Uncompress to folder

tar -xzvf MAX-binary-0.1.0.tar.gz

Move to the MAX_home directory and do configuration for MAX

cd MAX-binary-0.1.0
bash configure.sh

Add paths of lib folder and bin folder to LD_LIBRARY_PATH and PATH

export LD_LIBRARY_PATH=/path/to/XAEM-binary-0.1.0/lib:$LD_LIBRARY_PATH
export PATH=/path/to/XAEM-binary-0.1.0/bin:$PATH
#Done

If you want to build MAX from sources:

download MAX

wget https://github.com/WenjiangDeng/MAX/releases/download/v0.1.0/MAX-source-0.1.0.tar.gz
tar -xzvf MAX-source-0.1.0.tar.gz
cd MAX-source-0.1.0

#config to run MAX
bash configure.sh

install boost_1_55_0

wget http://sourceforge.net/projects/boost/files/boost/1.58.0/boost_1_58_0.tar.gz
tar -xvzf boost_1_58_0.tar.gz
cd boost_1_58_0

sudo apt-get update
sudo apt-get install build-essential g++ python-dev autotools-dev libicu-dev build-essential libbz2-dev libboost-all-dev
sudo apt-get install aptitude
aptitude search boost

./bootstrap.sh --prefix=boost_1_58_0_build
./b2
./b2 install

#The Boost C++ Libraries were successfully built! #add the lib and folder to paths

export LD_LIBRARY_PATH=$PWD/boost_1_58_0_build/stage/lib:$LD_LIBRARY_PATH
export PATH=$PWD/boost_1_58_0_build:$PATH

install tbb44_20160526oss

cd ..
wget https://www.threadingbuildingblocks.org/sites/default/files/software_releases/source/tbb44_20160526oss_src_0.tgz
tar xvf tbb44_20160526oss_src_0.tgz
sudo apt-get install libtbb-dev

# install cmake for ubuntu: cmake 3.5.1
sudo apt install cmake
# install curl
sudo apt install curl
# install autoconf
sudo apt-get install autoconf
# install zlib
sudo apt install zlib1g-dev
sudo apt install zlib1g
# update all installations
sudo apt-get update

# install MAX
DBOOST_ROOT=$PWD/boost_1_58_0/boost_1_58_0_build/ DTBB_INSTALL_DIR=$PWD/tbb44_20160526oss/ DCMAKE_INSTALL_PREFIX=MAX-source-0.1.0 bash install.sh

#The MAX was successfully built!
###########

#add lib and bin folders to paths
export LD_LIBRARY_PATH=$PWD/Circall_0.1.0_build/lib:$LD_LIBRARY_PATH
export PATH=$PWD/Circall_0.1.0_build/bin:$PATH

#done

Do not forget to replace "/path/to/" by your local path.
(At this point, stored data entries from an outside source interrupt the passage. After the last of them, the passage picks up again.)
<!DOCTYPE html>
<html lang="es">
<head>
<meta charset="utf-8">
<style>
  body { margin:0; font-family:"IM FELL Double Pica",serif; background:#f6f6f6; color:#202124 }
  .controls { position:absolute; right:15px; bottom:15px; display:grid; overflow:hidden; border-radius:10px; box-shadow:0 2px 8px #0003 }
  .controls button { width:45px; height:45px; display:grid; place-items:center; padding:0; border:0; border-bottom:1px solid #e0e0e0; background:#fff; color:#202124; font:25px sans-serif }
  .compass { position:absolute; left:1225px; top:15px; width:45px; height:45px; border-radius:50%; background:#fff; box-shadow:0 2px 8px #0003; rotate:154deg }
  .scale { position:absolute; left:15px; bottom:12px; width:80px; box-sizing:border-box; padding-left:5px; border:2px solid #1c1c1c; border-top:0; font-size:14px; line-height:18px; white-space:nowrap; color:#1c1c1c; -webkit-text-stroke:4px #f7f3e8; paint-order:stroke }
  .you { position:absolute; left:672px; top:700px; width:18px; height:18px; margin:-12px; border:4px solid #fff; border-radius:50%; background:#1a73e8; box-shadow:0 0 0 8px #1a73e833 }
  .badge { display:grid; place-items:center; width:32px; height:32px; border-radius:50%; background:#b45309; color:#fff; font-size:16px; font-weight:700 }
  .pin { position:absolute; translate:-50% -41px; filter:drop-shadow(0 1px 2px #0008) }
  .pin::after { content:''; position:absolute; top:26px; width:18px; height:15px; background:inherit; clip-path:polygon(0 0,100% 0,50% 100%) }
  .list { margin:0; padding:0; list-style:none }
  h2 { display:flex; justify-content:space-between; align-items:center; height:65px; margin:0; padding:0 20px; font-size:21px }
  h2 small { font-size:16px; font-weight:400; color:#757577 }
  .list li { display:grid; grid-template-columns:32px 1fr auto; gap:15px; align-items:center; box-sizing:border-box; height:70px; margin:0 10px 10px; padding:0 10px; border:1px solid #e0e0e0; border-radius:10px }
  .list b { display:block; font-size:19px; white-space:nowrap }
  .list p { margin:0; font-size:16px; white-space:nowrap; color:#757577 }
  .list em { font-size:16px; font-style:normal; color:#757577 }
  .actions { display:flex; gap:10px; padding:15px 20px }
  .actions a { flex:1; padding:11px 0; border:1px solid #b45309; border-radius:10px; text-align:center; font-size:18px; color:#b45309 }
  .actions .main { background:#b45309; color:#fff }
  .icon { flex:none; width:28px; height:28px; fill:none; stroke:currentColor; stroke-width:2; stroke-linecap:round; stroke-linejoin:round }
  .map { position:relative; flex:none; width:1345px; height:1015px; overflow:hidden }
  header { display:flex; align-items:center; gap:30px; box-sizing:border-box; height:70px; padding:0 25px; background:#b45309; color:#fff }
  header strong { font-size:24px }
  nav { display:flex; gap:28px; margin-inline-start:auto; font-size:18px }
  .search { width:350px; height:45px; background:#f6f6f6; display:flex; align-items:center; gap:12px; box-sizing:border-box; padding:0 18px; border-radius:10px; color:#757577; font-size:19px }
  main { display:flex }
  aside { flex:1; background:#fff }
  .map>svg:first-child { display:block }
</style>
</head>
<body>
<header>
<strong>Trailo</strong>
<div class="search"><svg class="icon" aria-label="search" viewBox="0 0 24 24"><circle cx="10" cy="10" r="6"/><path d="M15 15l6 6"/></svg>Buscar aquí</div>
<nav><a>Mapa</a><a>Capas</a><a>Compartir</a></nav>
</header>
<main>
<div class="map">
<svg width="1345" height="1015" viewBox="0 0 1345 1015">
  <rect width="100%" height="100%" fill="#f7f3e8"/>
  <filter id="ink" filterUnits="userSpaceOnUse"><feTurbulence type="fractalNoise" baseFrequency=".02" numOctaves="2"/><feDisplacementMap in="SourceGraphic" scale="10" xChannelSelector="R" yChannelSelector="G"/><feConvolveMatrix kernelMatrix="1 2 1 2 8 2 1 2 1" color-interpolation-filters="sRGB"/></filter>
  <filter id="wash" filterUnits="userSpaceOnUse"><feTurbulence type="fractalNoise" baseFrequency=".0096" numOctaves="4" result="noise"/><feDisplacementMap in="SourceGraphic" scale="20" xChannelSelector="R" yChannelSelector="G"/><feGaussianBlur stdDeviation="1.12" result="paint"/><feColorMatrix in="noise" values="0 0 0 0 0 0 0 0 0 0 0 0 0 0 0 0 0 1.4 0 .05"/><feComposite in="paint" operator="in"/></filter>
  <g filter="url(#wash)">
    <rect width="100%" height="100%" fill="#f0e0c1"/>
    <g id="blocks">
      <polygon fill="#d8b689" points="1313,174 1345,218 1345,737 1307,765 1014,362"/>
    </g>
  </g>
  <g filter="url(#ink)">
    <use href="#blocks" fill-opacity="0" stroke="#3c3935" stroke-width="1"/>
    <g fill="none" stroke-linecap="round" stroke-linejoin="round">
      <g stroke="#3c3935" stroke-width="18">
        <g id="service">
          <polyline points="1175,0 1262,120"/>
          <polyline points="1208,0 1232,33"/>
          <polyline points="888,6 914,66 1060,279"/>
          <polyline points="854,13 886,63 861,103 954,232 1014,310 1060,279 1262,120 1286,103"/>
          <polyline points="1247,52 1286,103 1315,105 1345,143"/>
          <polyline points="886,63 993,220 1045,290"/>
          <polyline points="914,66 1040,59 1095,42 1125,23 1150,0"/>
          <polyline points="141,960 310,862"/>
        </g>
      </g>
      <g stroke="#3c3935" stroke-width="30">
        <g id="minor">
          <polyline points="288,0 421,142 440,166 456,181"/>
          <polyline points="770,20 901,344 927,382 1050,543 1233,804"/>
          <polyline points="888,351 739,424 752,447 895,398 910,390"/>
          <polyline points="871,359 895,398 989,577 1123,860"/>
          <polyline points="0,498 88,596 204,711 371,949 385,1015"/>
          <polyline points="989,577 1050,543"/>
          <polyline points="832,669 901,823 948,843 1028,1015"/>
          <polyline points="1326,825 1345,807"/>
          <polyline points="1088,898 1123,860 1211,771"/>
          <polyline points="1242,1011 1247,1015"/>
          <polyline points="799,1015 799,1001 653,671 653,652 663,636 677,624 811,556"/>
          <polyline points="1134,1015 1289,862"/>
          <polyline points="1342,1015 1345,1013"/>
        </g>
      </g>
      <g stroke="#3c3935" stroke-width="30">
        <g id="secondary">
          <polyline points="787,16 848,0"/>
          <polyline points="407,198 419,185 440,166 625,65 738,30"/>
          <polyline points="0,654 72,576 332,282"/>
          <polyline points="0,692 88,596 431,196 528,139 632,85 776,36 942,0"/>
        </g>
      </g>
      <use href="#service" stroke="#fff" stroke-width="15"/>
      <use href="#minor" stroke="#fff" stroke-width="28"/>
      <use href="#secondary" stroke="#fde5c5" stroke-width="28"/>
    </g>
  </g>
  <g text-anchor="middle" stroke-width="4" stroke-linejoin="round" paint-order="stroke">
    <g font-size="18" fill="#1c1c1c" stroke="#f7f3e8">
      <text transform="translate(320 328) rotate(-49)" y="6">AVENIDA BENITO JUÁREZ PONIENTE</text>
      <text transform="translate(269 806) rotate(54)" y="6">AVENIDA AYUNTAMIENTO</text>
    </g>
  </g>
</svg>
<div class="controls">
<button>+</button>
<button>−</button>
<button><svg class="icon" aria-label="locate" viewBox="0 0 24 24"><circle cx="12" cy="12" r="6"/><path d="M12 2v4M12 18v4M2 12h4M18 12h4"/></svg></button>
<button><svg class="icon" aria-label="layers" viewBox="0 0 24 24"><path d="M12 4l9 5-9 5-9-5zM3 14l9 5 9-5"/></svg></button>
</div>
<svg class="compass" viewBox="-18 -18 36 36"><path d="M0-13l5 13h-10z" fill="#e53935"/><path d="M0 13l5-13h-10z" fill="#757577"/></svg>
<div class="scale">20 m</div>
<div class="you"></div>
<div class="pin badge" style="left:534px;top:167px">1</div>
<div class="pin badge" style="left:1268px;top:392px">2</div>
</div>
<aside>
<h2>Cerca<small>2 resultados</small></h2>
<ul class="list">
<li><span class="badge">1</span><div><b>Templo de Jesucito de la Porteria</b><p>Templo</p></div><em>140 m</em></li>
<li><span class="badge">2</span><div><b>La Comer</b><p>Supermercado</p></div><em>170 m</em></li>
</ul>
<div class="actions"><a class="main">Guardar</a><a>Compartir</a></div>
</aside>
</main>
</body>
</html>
3. Construct the wild-type + mutant reference, reference index and the X matrix

In Section 5 we show a test run of MAX just by copy and paste.

This step will produce (1) the reference which contains both wild-type and mutant alleles; (2) the index for the reference and (3) the X matrix (design matrix). This step requires the following input files: a list of mutations, the GTF file, the wild-type transcriptome reference, the version of gene model ("hg19" or "hg38") and the working directory. When you have prepared these files, the command to start the analysis is:

# wget https://hgdownload.soe.ucsc.edu/goldenPath/hg38/bigZips/genes/hg38.refGene.gtf.gz 
# wget ftp://hgdownload.soe.ucsc.edu/goldenPath/hg38/bigZips/refMrna.fa.gz

bash MAX.sh -m mutation_list.txt -g hg38.refGene.gtf -r refMrna.fa -v hg38 -d /path/to/directory

The outputs will be: WT_Mut_reference.fa, X_matrix.RData and the Index_reference folder.

4. Quantifcation of mutant-allele expression

Suppose we already created a working directory “MAX_project” (/path/to/MAX_project/) for the quantification.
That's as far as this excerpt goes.